*Work request*: With both ends included, repeat exactly the lines of the entries below from the one containing "M997,1113l34,-73 14,-49" down to the one containing "M1,608l138,-108 48,-44 389,-343 130,-112", and no others.

*Given entries*:
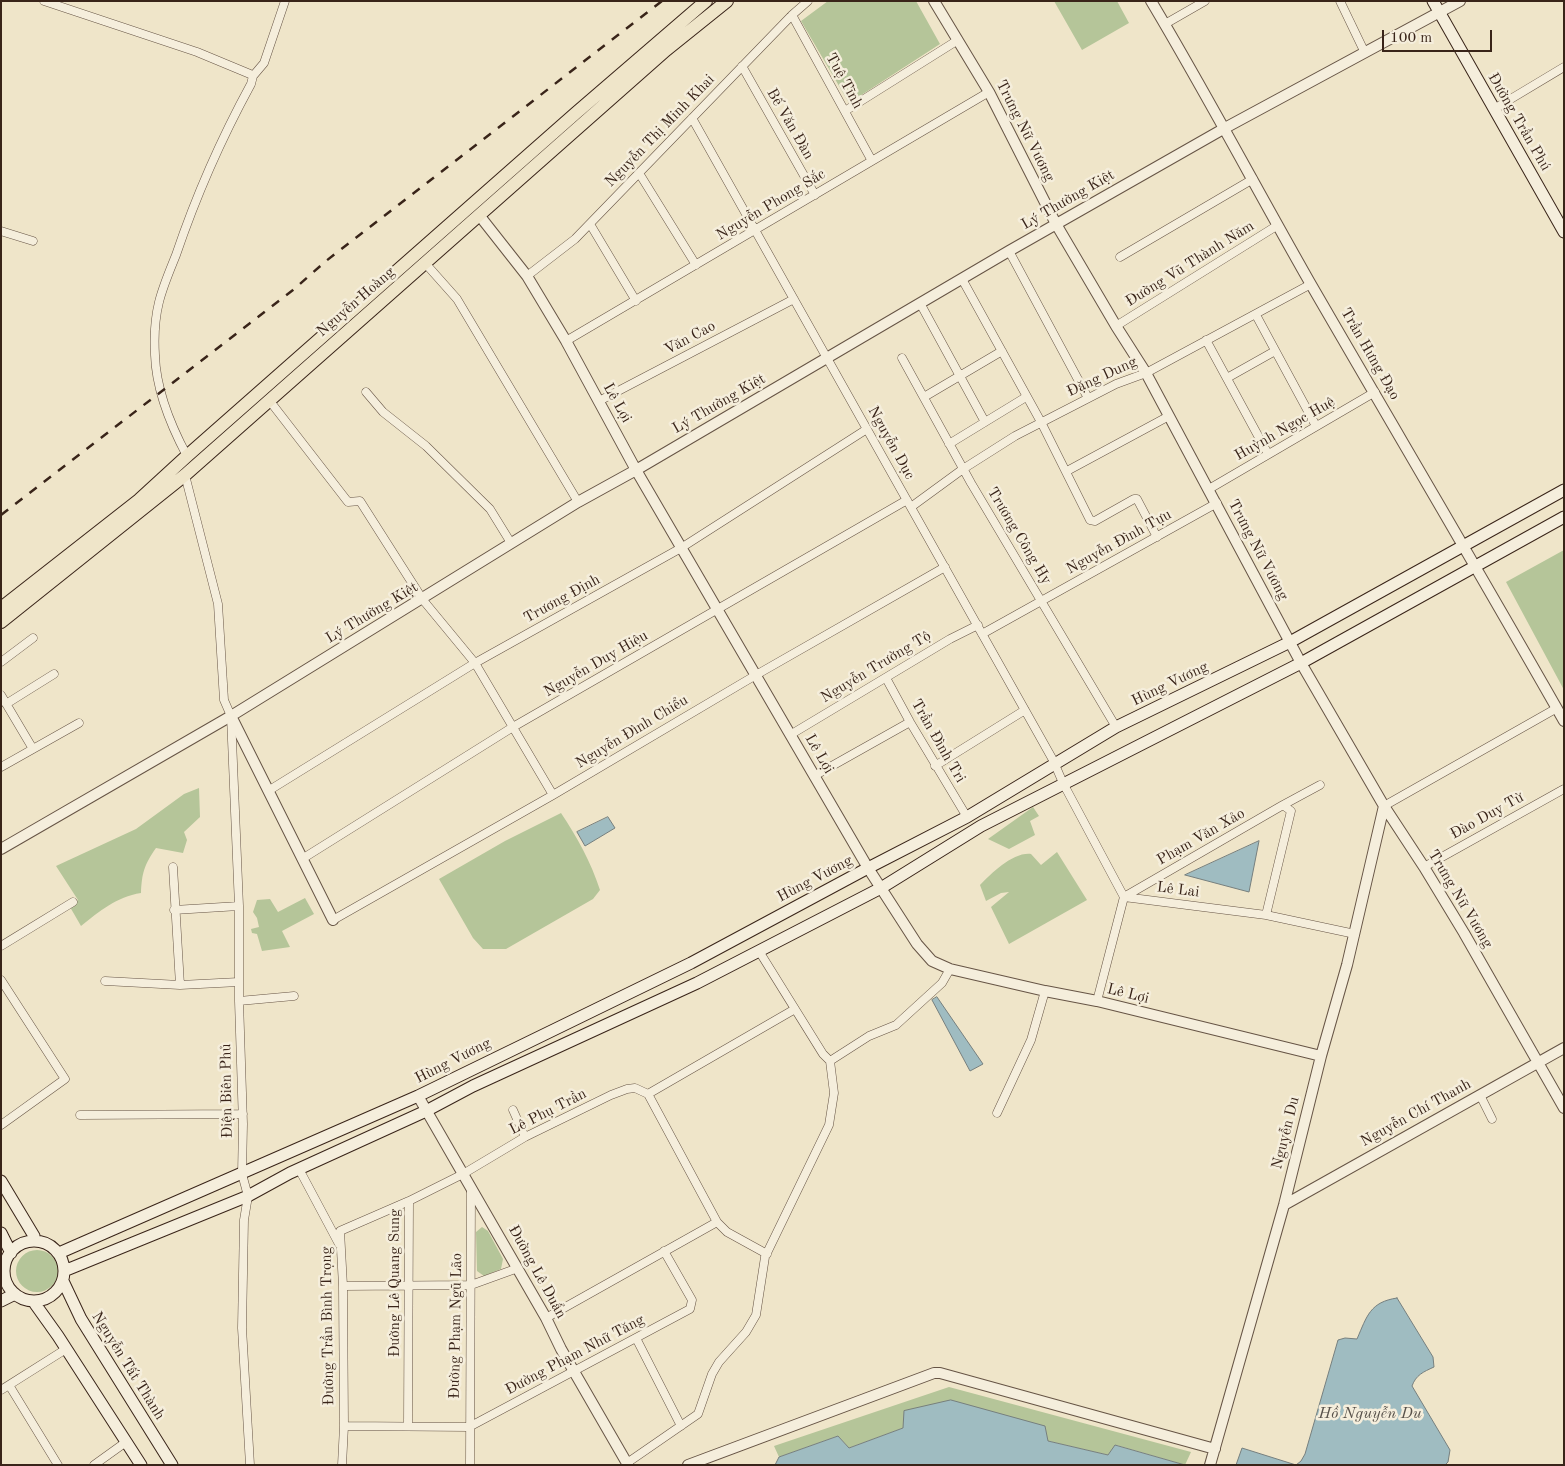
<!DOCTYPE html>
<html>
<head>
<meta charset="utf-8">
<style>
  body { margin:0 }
  #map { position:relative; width:1565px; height:1466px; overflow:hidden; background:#efe5c9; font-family:"Old Standard TT",serif }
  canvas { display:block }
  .frame { position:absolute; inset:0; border:2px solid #392419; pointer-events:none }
  .scale { position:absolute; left:1382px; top:30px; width:110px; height:22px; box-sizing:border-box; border:2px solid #392419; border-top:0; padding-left:6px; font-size:15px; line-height:18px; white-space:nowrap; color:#392419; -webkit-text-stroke:4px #f5eedc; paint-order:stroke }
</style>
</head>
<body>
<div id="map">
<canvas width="1565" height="1466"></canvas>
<div class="frame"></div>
<div class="scale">100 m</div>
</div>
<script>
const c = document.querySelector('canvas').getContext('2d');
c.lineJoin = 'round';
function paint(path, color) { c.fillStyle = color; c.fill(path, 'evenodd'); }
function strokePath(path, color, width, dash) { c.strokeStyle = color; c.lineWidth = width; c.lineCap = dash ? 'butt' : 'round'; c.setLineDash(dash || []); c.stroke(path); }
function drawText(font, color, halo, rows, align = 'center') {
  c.font = font + ' "Old Standard TT",serif'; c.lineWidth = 5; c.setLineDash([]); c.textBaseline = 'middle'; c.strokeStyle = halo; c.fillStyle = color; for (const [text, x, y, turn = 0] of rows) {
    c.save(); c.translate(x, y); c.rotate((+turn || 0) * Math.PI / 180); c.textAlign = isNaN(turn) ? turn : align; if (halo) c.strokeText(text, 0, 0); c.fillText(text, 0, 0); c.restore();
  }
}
paint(new Path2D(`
  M828,1h88l24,43 -91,59 -48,-82z
  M1054,1h63l12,22 -47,27z
  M1564,550v140l-58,-108z
  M199,788l1,29 -16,15 3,8 -4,13 -27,-5c-12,17 -14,25 -15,45 -25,4 -41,18 -60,33l-11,-19 8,-7 -22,-34 80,-37 48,-35z
  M1033,807l6,9 -9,5 5,14 -26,14 -21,-10z
  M561,813c16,24 30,49 39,77l-7,9 -87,50h-23l-10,-11 -34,-59 66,-38z
  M1057,852l30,48 -78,44 -18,-37 18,-15 -8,1 -15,8 -6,-16c12,-12 33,-33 51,-31l10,11z
  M305,898l9,16 -32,17 8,16 -28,4 -5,-17 -5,-1 -1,-4 8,-2 -2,-9 -4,-6 4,-12 13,-1 8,13z
  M482,1227l6,4 15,28 -2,10 -17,7 -7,-5 -1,-39z
  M16 1271a21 21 0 1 1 42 0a21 21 0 1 1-42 0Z
  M949,1387l242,65 -6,13 -69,-20 -8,10 -60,-14 -145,-13 -54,20 -11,-12 -59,21 -5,-11z`), '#b5c599');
const water = new Path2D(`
  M608,817l7,11 -30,18 -8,-14z
  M1259,841l-10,51 -64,-17z
  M937,997l46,67 -13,7 -38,-71z
  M1397,1298l36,59 1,10c-11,5 -18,8 -22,19l38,64 -2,12 -3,3h-209l6,-17 54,17 5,-4 4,-7 33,-114 7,-2 12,1c10,-23 13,-37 40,-41z
  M951,1400l94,26 3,15 60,14 7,-10 70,20h-410l4,-8 59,-21 11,12 54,-20 1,-17z`);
paint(water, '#9fbcc1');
strokePath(water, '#767f7e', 1);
const minor = new Path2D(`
  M44,1l153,51 53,22 3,2 -2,8c-30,55 -55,112 -75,171 -6,15 -13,31 -17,47 -4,16 -5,36 -4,53 1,35 16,71 32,101
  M1340,1l25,52
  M792,15l80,146
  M1165,24l40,-23
  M742,66l73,129
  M253,76l11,-13 21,-62
  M1494,109l70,-42
  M845,111l113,-71
  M692,118l361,642 10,23 61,114 142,18 89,19
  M639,173l57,92
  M590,224l46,77
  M1,231l32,10
  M1009,251l79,147
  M1120,257l133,-78
  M425,263l32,36 121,203
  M527,276l48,-37 217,-224 16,-14
  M962,279l79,143 49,98 5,1 39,-22h3l20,38
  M920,303l65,119
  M1256,315l60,111
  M1116,326l162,-101
  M1206,340l62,114
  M566,341l423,-249
  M902,358l69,125 145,244
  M1227,378l48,-27
  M366,392l17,20 43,34 64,63 21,34
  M924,397l78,-46
  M269,400l79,102 12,-1 63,99 52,63 78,132
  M599,401l195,-102
  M949,444l77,-47
  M1067,471l102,-55
  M185,475l33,129 6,96 7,16 8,190v95l4,123 -1,50 6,22 -4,24 -2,108 8,137
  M1209,489l166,-97
  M911,507l52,-38 52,-33 101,-52 30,-11 165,-89
  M982,634l235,-131
  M1,662l32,-24
  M886,678l24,44 57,95
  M1,695l32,54
  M6,704l48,-30
  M790,735l160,-96 28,-14
  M935,766l90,-56
  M1,767l78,-44
  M814,776l96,-54
  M268,791l207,-128 206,-115 186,-119
  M1283,805l37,-20
  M1384,806l173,-98
  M302,859l211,-132 394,-227
  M173,867l7,118
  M1424,867l140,-78
  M174,910l65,-4
  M333,920l220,-125 203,-120 189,-108
  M1,946l72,-44
  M759,951l64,103 7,7
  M1,980l64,99 -64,46
  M105,981l75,4 59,-3
  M239,1001l55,-5
  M1097,1001l27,-104 159,-92 8,6 -25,104
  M830,1061l39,-25 27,-11 46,-42 8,-14
  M648,1094l69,128 10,10 40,22
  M648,1094l147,-85
  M1480,1095l12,24
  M513,1110l12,27
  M997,1113l34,-73 14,-49
  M80,1115l163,-1
  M299,1169l40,75
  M343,1286l128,-1 47,-17
  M546,1318l171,-96
  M636,1338l45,88
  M9,1385l49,80
  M1,1390l65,-41
  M344,1426l125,1 221,-118 2,-9 -28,-49
  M408,1426l1,-225 54,-27 62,-37 86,-42 16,-6 8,-1 13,6
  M627,1463l71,-49 14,-40 7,-12 27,-30 10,-17 9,-58 64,-132 5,-32 -4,-32
  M94,1465l32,-23
  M342,1465l2,-39 -1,-140 -3,-55 69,-30
  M470,1465l1,-276`);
const tertiary = new Path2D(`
  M934,1l55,91 67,132 60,102 30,47 155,290 83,143 40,61 40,66 100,175
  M1151,1c55,92 105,187 158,280 85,147 171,292 255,440
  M479,215l48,61 39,65 70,129 232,398 49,76 15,17 18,8 95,22 52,10 224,55
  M231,716l102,204
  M1,849l230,-133 347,-214 58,-32 373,-219 216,-123 235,-127
  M418,1096l128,222 15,31 67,116
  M1284,1205l280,-157
  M688,1465l246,-92h6l275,76
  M1210,1465l74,-260 37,-149 26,-91 37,-159`);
const secondary = new Path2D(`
  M1433,1l131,231
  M1,1181l33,55
  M1,1233l10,20
  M4 1271a30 30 0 1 1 60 0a30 30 0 1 1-60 0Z
  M59,1253l359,-157 273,-133 177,-95 99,-51 149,-90 174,-85 274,-152
  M64,1271l184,-75 42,-23 136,-62 47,-25 224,-103 184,-95 100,-62 320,-163 263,-146
  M63,1281l18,38 91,146
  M1,1301l14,-7
  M33,1301l25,35 83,129`);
const trunk = new Path2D(`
  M1,608l138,-108 48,-44 389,-343 130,-112
  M1,622l184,-147 481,-425 61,-49`);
strokePath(minor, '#665445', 9);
strokePath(tertiary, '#665445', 12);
strokePath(secondary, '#392419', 13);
strokePath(trunk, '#392419', 14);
strokePath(minor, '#f5eedc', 8);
strokePath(tertiary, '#f5eedc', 10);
strokePath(secondary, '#f5eedc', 11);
strokePath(trunk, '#efe5c9', 12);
strokePath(new Path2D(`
  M1,515l292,-225 33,-29 336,-260`), '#392419', 2.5, [9, 9]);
drawText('15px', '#392419', '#f5eedc', [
  ["Tuệ Tĩnh",844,81,61],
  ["Đường Trần Phú",1519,122,60],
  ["Bế Văn Đàn",790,124,60],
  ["Nguyễn Thị Minh Khai",660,131,-46],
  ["Trưng Nữ Vương",1025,131,63],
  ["Lý Thường Kiệt",1068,200,-30],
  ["Nguyễn Phong Sắc",771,205,-31],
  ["Đường Vũ Thành Năm",1190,264,-32],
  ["Nguyễn Hoàng",356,302,-41],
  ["Văn Cao",690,338,-28],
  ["Trần Hưng Đạo",1370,354,60],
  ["Đặng Dung",1102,377,-25],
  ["Lê Lợi",617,403,61],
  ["Lý Thường Kiệt",719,404,-30],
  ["Huỳnh Ngọc Huệ",1285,429,-30],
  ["Nguyễn Dục",891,443,61],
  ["Trương Công Hy",1019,536,59],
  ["Nguyễn Đình Tựu",1119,542,-29],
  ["Trưng Nữ Vương",1258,550,62],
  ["Trương Định",562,599,-29],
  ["Lý Thường Kiệt",372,613,-31],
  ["Nguyễn Duy Hiệu",596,664,-30],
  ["Nguyễn Trường Tộ",876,667,-31],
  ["Hùng Vương",1170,684,-26],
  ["Nguyễn Đình Chiểu",632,732,-31],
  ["Trần Đình Tri",938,741,60],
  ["Lê Lợi",819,754,60],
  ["Đào Duy Từ",1487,816,-29],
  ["Phạm Văn Xảo",1201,837,-30],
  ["Hùng Vương",815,879,-28],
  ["Lê Lai",1178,890,7],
  ["Trưng Nữ Vương",1460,899,59],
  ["Lê Lợi",1128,994,14],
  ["Hùng Vương",453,1061,-27],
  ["Điện Biên Phủ",227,1091,-91],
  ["Lê Phụ Trần",548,1112,-27],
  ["Nguyễn Chí Thanh",1416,1113,-29],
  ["Nguyễn Du",1286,1133,-76],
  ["Đường Lê Duẩn",537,1272,61],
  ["Đường Lê Quang Sung",395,1283,-90],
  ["Đường Trần Bình Trọng",328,1326,-91],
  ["Đường Phạm Ngũ Lão",456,1326,-89],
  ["Đường Phạm Nhữ Tăng",575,1355,-28],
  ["Nguyễn Tất Thành",128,1366,58]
]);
drawText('italic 16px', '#58524b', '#f5eedc', [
  ["Hồ Nguyễn Du",1370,1414]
]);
</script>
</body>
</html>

*Problem solution*:
  M997,1113l34,-73 14,-49
  M80,1115l163,-1
  M299,1169l40,75
  M343,1286l128,-1 47,-17
  M546,1318l171,-96
  M636,1338l45,88
  M9,1385l49,80
  M1,1390l65,-41
  M344,1426l125,1 221,-118 2,-9 -28,-49
  M408,1426l1,-225 54,-27 62,-37 86,-42 16,-6 8,-1 13,6
  M627,1463l71,-49 14,-40 7,-12 27,-30 10,-17 9,-58 64,-132 5,-32 -4,-32
  M94,1465l32,-23
  M342,1465l2,-39 -1,-140 -3,-55 69,-30
  M470,1465l1,-276`);
const tertiary = new Path2D(`
  M934,1l55,91 67,132 60,102 30,47 155,290 83,143 40,61 40,66 100,175
  M1151,1c55,92 105,187 158,280 85,147 171,292 255,440
  M479,215l48,61 39,65 70,129 232,398 49,76 15,17 18,8 95,22 52,10 224,55
  M231,716l102,204
  M1,849l230,-133 347,-214 58,-32 373,-219 216,-123 235,-127
  M418,1096l128,222 15,31 67,116
  M1284,1205l280,-157
  M688,1465l246,-92h6l275,76
  M1210,1465l74,-260 37,-149 26,-91 37,-159`);
const secondary = new Path2D(`
  M1433,1l131,231
  M1,1181l33,55
  M1,1233l10,20
  M4 1271a30 30 0 1 1 60 0a30 30 0 1 1-60 0Z
  M59,1253l359,-157 273,-133 177,-95 99,-51 149,-90 174,-85 274,-152
  M64,1271l184,-75 42,-23 136,-62 47,-25 224,-103 184,-95 100,-62 320,-163 263,-146
  M63,1281l18,38 91,146
  M1,1301l14,-7
  M33,1301l25,35 83,129`);
const trunk = new Path2D(`
  M1,608l138,-108 48,-44 389,-343 130,-112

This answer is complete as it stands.